311 lecturas
Por Juan R. Hernández
En una capital que presume ser vanguardia en derechos humanos, aún persisten las heridas de la discriminación y la violencia política. El diputado Alberto Vanegas Arenas lo recordó al presentar su propuesta de reforma para prevenir, atender y erradicar la violencia política por razón de género y contra personas LGBTTTI. En su diagnóstico, las cifras son tan elocuentes como preocupantes: entre 2018 y 2024 se registraron casi 2 mil amenazas y atentados ligados al ámbito político, muchos dirigidos a mujeres. De esos, el
Instituto Electoral local documentó 125 casos de violencia política de género, 92 de ellos en procesos electorales.

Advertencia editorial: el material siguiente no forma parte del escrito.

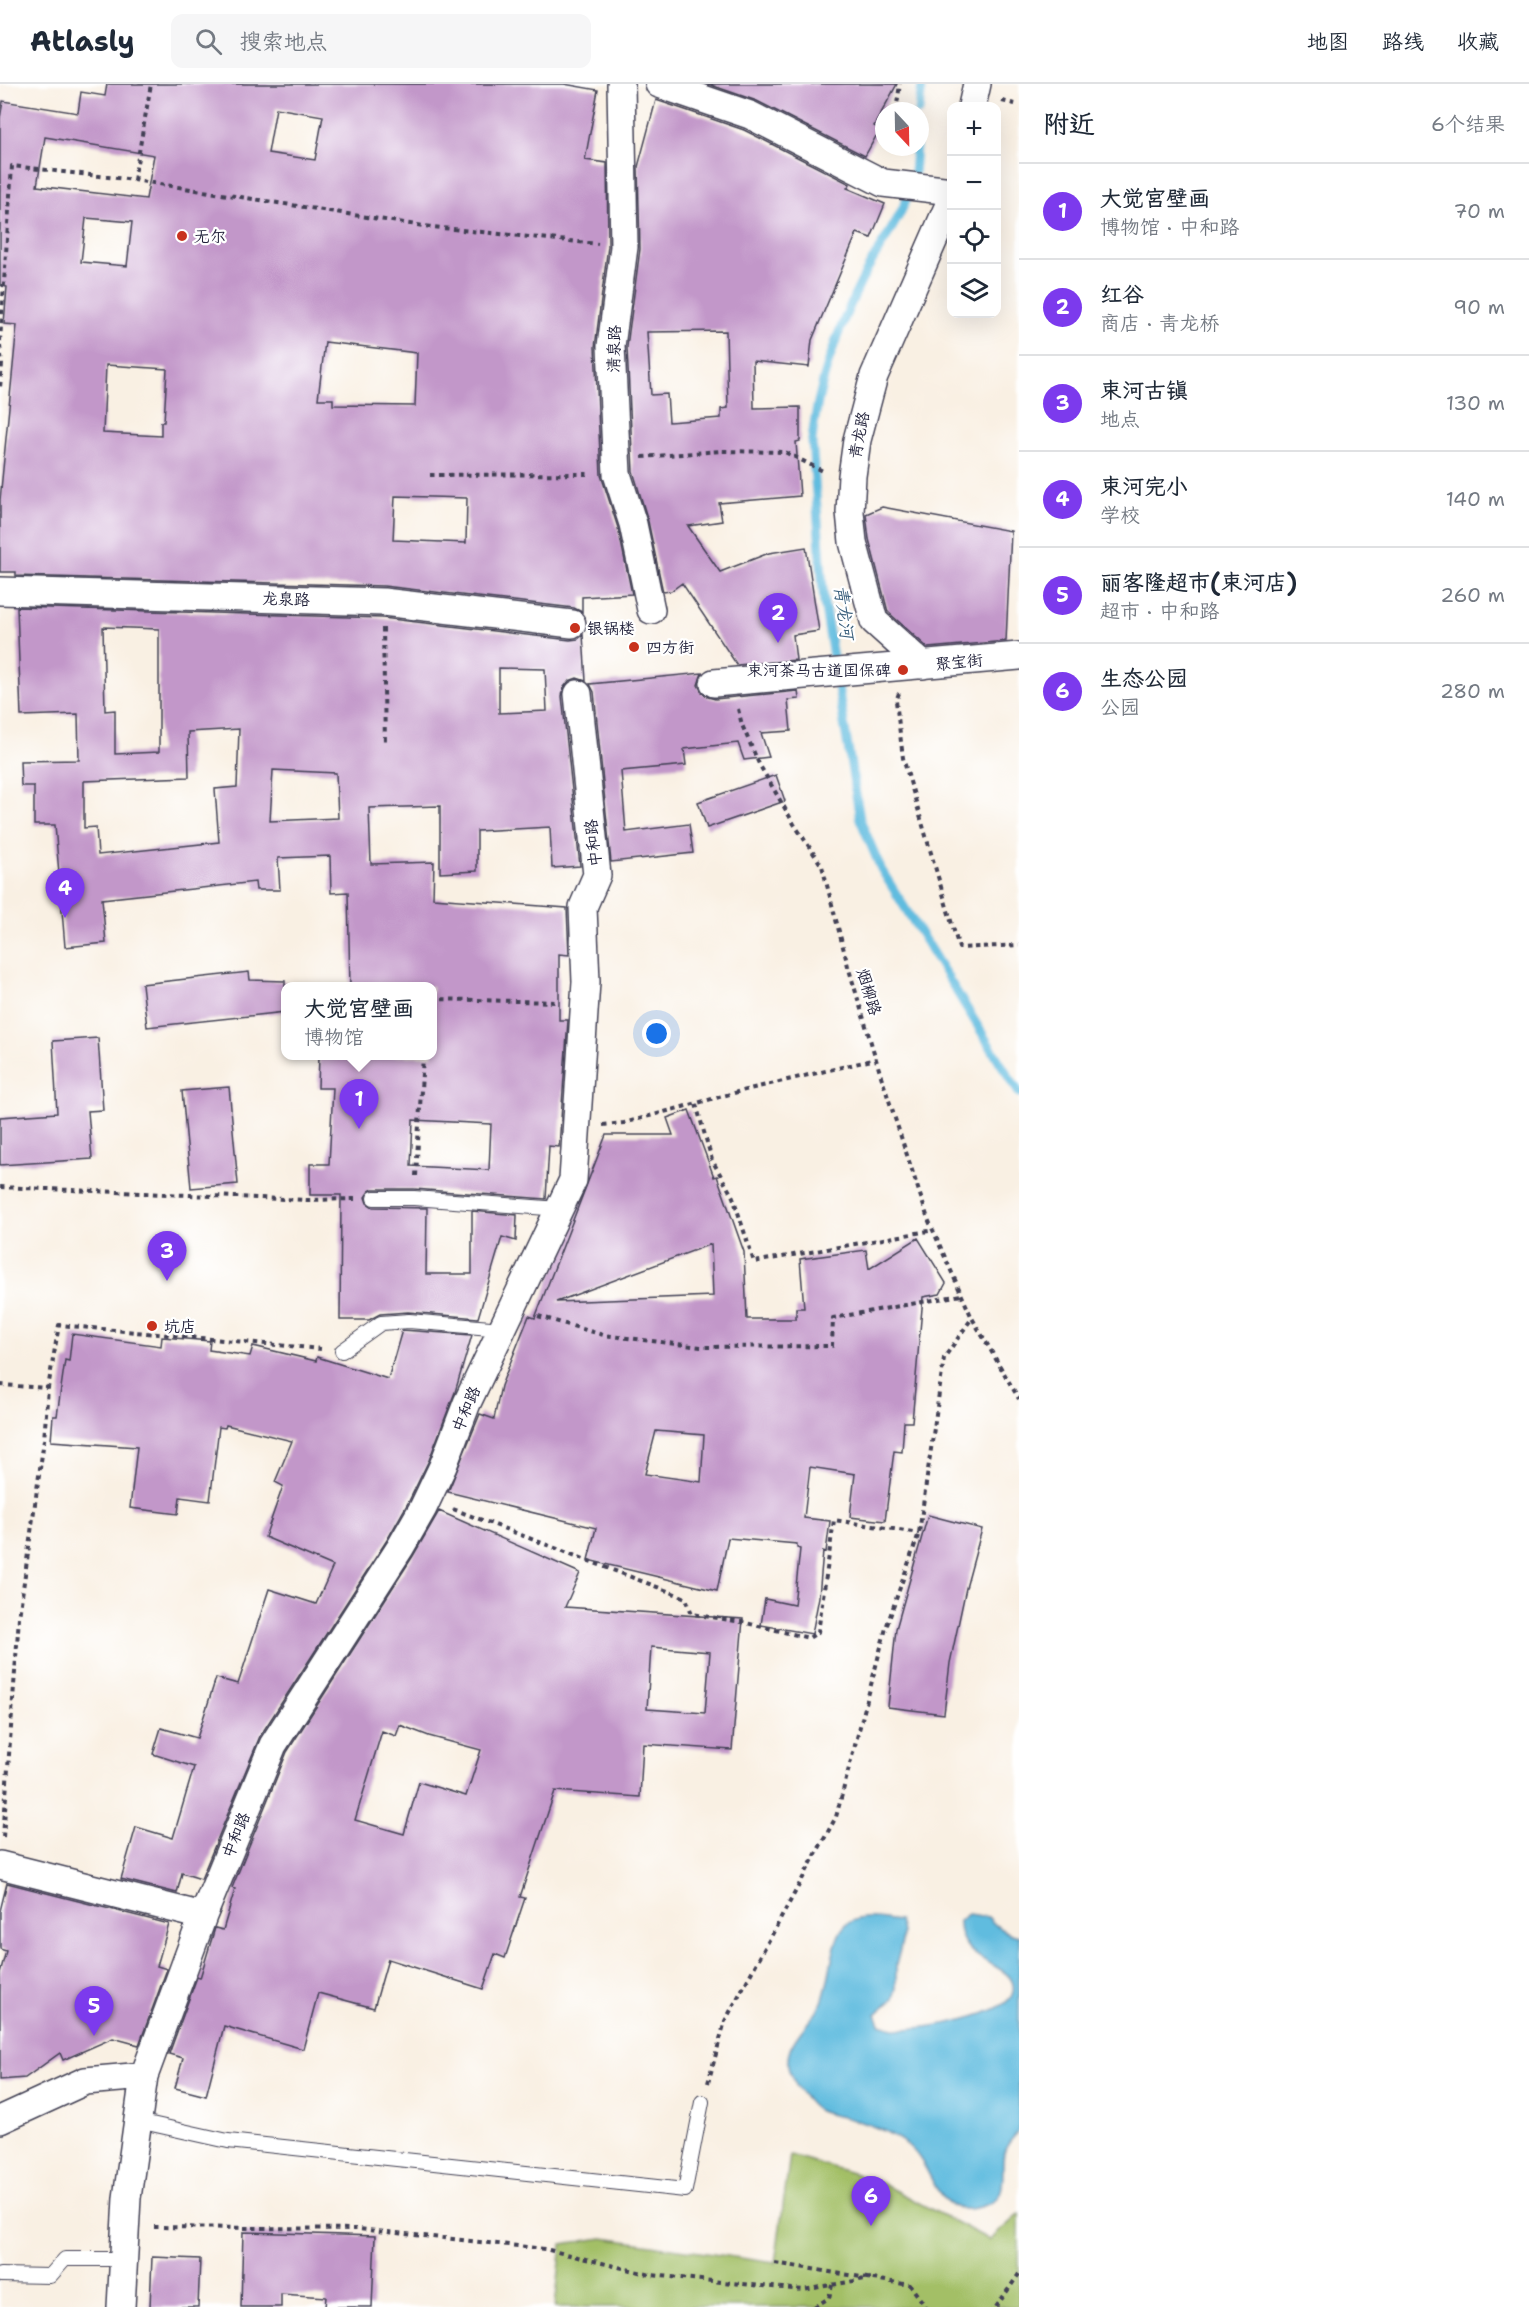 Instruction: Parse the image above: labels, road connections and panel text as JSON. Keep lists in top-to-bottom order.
{
  "streets": {
    "street": [
      "清泉路",
      "青龙路",
      "龙泉路",
      "聚宝街",
      "中和路"
    ],
    "path": ["烟柳路"]
  },
  "crossings": [
    ["青龙路", "聚宝街"],
    ["聚宝街", "烟柳路"]
  ],
  "water": ["青龙河"],
  "places": [
    "无尔",
    "银锅楼",
    "四方街",
    "束河茶马古道国保碑",
    "坑店"
  ],
  "north": "bottom",
  "page": {
    "header": "Atlasly",
    "search": "搜索地点",
    "nav": ["地图", "路线", "收藏"],
    "heading": ["附近", "6个结果"],
    "map_buttons": ["+", "−"],
    "list": [
      {
        "mark": "1",
        "name": "大觉宫壁画",
        "note": "博物馆 · 中和路",
        "value": "70 m"
      },
      {
        "mark": "2",
        "name": "红谷",
        "note": "商店 · 青龙桥",
        "value": "90 m"
      },
      {
        "mark": "3",
        "name": "束河古镇",
        "note": "地点",
        "value": "130 m"
      },
      {
        "mark": "4",
        "name": "束河完小",
        "note": "学校",
        "value": "140 m"
      },
      {
        "mark": "5",
        "name": "丽客隆超市(束河店)",
        "note": "超市 · 中和路",
        "value": "260 m"
      },
      {
        "mark": "6",
        "name": "生态公园",
        "note": "公园",
        "value": "280 m"
      }
    ],
    "pins": [
      "2",
      "4",
      "1",
      "3",
      "5",
      "6"
    ],
    "popup": ["大觉宫壁画", "博物馆"]
  }
}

Vanegas tiene razón cuando señala que los derechos a la identidad y a vivir sin discriminación son pilares de toda democracia. No basta con leyes escritas; se requieren instituciones vigilantes, sanciones ejemplares y una cultura política que erradique el odio y la exclusión. A fin de cuentas, ¿de qué sirve una ciudad de derechos si esos derechos se vulneran en cada proceso electoral o en cada discurso misógino que pasa impune?

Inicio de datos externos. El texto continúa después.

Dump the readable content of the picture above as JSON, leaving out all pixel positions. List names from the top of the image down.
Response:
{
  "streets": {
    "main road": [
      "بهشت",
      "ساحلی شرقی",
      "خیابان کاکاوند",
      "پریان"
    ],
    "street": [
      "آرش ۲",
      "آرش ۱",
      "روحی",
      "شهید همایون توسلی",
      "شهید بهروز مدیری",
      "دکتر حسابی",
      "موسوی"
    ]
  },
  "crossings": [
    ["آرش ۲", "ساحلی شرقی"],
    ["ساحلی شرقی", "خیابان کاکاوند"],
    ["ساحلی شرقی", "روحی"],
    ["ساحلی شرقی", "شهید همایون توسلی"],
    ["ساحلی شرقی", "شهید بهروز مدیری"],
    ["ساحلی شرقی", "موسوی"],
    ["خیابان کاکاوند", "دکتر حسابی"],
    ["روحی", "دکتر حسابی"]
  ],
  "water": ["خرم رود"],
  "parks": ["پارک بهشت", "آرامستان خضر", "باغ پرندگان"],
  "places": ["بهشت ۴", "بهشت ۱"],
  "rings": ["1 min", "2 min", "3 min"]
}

El debate legislativo ocurre mientras la Ciudad de México enfrenta otros desafíos en materia de convivencia y respeto. El Congreso capitalino llamó a las 16 alcaldías a emprender campañas permanentes contra el consumo excesivo de alcohol, que en 2023 estuvo presente en el 45 por ciento de los homicidios dolosos. Un dato demoledor: el 60 por ciento de las muertes en riñas callejeras y casi un tercio de los casos de violencia física o sexual se vinculan al abuso del alcohol.
Ambos temas —violencia política y consumo nocivo— confluyen en un punto común: la urgencia de reconstruir el tejido social. La democracia no se mide sólo en votos, sino en la capacidad de garantizar que nadie, por su género, identidad o condición, sea víctima de violencia.